The Life Cycles of Objects: An Interview with Adrián Villar Rojas
Take a closer look the artist’s work and its relationship with time.
Julia Detchon, Adrián Villar Rojas
Sep 5, 2023
Massive, deteriorating sculptures are just one aspect of the immersive worlds Adrián Villar Rojas builds. Even in the controlled environment of a museum, they crumble and crack, hinting at both the material reality of time’s passage and at a series of imagined cataclysmic events that might have brought them here.
A speculative relationship with history—and with our possible futures—is at the heart of the work on view in Chosen Memories Contemporary Latin American Art from the Patricia Phelps de Cisneros Gift and Beyond. As the exhibition comes to a close (on September 9), I spoke with Villar Rojas, who lives and works nomadically—most recently in Rosario, Argentina—about the multifaceted works he has shown at MoMA, and their new directions.
— Julia Detchon, Curatorial Assistant, Department of Drawings and Prints
Clearly each of your objects is part of a larger constellation of ideas, drawing from many disciplines and schools of thought, from geology and art history to pop music and video games. How do you choose from such a range of sources, and how do they take material form?

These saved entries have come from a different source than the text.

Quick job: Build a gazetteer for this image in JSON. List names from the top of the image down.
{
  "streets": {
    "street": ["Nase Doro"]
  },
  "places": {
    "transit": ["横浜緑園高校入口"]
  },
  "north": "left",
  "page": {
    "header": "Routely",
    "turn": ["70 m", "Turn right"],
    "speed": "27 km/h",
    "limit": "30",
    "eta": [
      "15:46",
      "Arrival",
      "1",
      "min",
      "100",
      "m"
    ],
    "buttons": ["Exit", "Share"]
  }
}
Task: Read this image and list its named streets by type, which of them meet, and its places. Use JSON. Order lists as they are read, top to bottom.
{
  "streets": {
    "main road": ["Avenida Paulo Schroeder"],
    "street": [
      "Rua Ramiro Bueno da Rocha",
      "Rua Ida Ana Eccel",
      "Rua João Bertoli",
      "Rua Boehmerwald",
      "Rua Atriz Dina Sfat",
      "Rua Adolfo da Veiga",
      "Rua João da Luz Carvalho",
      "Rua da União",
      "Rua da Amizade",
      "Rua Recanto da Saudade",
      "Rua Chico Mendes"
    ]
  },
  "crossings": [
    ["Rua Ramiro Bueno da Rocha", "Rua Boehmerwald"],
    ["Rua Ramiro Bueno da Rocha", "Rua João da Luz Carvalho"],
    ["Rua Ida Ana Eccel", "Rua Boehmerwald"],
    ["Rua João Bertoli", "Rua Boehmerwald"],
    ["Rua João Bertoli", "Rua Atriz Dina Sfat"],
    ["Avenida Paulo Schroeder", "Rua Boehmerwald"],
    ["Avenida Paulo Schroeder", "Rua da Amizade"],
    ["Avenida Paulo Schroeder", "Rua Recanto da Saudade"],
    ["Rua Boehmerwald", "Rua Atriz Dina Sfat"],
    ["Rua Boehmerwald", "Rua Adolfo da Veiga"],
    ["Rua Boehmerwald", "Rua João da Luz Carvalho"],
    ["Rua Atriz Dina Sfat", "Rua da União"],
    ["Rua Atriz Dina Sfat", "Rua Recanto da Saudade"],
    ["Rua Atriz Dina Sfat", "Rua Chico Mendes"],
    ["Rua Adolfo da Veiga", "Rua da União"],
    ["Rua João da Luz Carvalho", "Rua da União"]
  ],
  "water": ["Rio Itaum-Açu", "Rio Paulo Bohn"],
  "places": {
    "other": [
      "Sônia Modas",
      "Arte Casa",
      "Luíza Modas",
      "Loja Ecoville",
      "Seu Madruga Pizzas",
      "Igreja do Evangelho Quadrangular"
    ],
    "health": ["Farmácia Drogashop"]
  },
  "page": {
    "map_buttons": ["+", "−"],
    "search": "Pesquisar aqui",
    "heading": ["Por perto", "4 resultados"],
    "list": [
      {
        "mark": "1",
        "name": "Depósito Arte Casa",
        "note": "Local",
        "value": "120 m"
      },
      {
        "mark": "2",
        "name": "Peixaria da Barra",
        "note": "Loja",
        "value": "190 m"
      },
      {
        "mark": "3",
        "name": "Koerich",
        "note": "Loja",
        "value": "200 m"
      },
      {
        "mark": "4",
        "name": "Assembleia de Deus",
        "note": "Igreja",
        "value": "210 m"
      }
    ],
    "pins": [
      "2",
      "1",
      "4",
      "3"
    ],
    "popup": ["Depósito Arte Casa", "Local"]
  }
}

I read very voraciously, and in a scattered way, with no hierarchies. I try to move from my studies on Courbet’s invention of the first solo show, in 1855, through the work of Patricia Mainardi, Loki the Agent of Asgard by Al Ewing with illustrators Lee Garbett and Jorge Coelho, Federico Campagna’s Prophetic Culture, to the YouTube cartoonist Kayfabe or Roger Deakins’s podcast on cinematography. I need this type of intense, hectic, and frenetic range to activate my imagination.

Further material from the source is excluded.